It is a bit of a Catch 22 – no one wants you to manage a portfolio if you have never managed a portfolio before, so how to do you make the jump from analyst to PM? There are basically four ways to do it:
- Get promoted internally
- Start your own fund
- Go to a multi manager
- Switch funds to one that is willing to take a chance
1. The easiest way is to work for a fund that internally promotes, but getting a hedge fund analyst job can be very difficult, so it is unlikely you will be able to be so picky that you can wait for a spot to become available at a fund that is open to internal promotes. Also, the business is so volatile that the fund might not be around by the time you are ready to become a portfolio manager, so I wouldn’t target only funds that promote internally. The fund I went to work for told me if I worked hard, I could get promoted to portfolio manager, but after two years, I realized that such a promotion was unlikely. The fund had two portfolio managers and that was it. End of story. That being said, I have seen several of my friends make the transition, but it isn’t very common. The internal promotions I have seen happened because the existing portfolio manager was fired or left for another opportunity. It is rare that management will simply promote an analyst to PM simply because he or she is ready.
2. Starting your own fund is another option. Unless you have a super rich family, this option is probably the hardest. If you want to start a fund, you need seed capital, an outstanding pedigree, and some type of track record. Most funds do not give you a portable track record. You can get around it, but you have to be able to verify your past successes. Starting a hedge fund can also be extremely expensive. In a post-Madoff world, you can’t simply start a fund in your garage anymore. Well you can, but you certainly won’t attract institutional capital or probably even many high net worth clients outside of your parents’ friends. Outside of getting some start up capital, it will still cost a minimum one million dollars by the time you are done with office space, Bloomberg contracts, technology build out, fund administrator, accounting software, a CFO, and legal documents. If you have the right background, can attract the capital, and have the money to start up a fund, then it is the cleanest way to control your own destiny, but it certainly isn’t easy
3. Going to a multi-manager is a good choice for a young portfolio manager. While there is a lot of turnover, you have to take a chance, and this is a good opportunity to swing the bat. The big three, SAC, Millennium, and Citadel are the most obvious places to start, but there are also several smaller options that are great opportunities as well, including Diamondback and Plural Investments. If you can convince the recruiters of the multi-managers you are ready to step up and become a PM, it is a good way to break the Catch-22. The interview process will be very difficult, and you will still have to provide evidence of ability to make money consistently, the ability not to let emotions get in the way of decision making, and he ability to manage risk and people. Plural Investments is the new kid on the block, but they have been known to take the most chances on less seasoned PM’s, while Millennium has become known as a place where the veterans go to finish up their career.
4. The last chance to make the switch is to switch from an analyst role at a big fund to a PM role at a smaller fund.
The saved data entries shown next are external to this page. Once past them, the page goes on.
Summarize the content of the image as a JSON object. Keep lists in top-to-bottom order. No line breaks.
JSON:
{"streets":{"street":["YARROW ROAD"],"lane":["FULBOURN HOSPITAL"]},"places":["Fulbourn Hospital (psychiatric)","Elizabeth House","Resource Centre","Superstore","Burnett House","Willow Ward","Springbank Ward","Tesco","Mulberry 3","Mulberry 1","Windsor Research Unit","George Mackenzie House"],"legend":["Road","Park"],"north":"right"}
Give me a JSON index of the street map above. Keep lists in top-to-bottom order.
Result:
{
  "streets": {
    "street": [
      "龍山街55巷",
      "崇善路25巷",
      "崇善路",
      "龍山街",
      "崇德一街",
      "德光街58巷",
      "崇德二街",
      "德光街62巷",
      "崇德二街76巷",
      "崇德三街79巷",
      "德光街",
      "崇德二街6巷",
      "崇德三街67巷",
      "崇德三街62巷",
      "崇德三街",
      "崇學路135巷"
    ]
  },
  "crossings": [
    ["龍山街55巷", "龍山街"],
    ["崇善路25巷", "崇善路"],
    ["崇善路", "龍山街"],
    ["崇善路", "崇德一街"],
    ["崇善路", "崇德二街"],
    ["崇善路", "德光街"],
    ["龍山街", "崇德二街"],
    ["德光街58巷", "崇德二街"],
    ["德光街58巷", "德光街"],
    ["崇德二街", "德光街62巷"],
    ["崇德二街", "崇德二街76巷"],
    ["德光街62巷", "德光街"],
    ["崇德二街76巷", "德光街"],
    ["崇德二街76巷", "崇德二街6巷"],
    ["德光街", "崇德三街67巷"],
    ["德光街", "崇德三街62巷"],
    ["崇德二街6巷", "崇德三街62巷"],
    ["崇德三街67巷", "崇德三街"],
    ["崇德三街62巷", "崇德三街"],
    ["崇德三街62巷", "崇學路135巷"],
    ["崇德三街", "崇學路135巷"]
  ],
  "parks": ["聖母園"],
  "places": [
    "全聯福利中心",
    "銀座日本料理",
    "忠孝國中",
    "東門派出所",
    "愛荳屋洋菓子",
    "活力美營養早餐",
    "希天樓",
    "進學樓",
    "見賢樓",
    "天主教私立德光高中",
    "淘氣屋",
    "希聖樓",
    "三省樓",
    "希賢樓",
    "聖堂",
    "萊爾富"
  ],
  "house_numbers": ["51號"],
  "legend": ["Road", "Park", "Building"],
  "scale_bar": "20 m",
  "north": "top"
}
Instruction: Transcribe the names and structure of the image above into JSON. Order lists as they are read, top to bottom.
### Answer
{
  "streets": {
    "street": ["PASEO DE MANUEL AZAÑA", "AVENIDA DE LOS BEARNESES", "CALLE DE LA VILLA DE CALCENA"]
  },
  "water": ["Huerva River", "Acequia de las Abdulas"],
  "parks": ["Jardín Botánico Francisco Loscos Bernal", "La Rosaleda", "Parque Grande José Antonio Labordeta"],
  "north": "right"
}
I have seen this happen several times, and it usually comes when a smaller fund is looking to grow and add more people but can’t afford to hire a “big gun,” or when the partners of a small fund know (or get to know) an analyst very well and recognize his or her talent. This path usually comes from someone who is a very good networker, and from someone who has shared many successful ideas with the other funds over a decent period of time. I have seen some people get carve-outs at the smaller funds, and some move into senior roles right away. This is a great option if you are willing to take a risk and hope the fund can grow into big shop where you can have a seat at the table.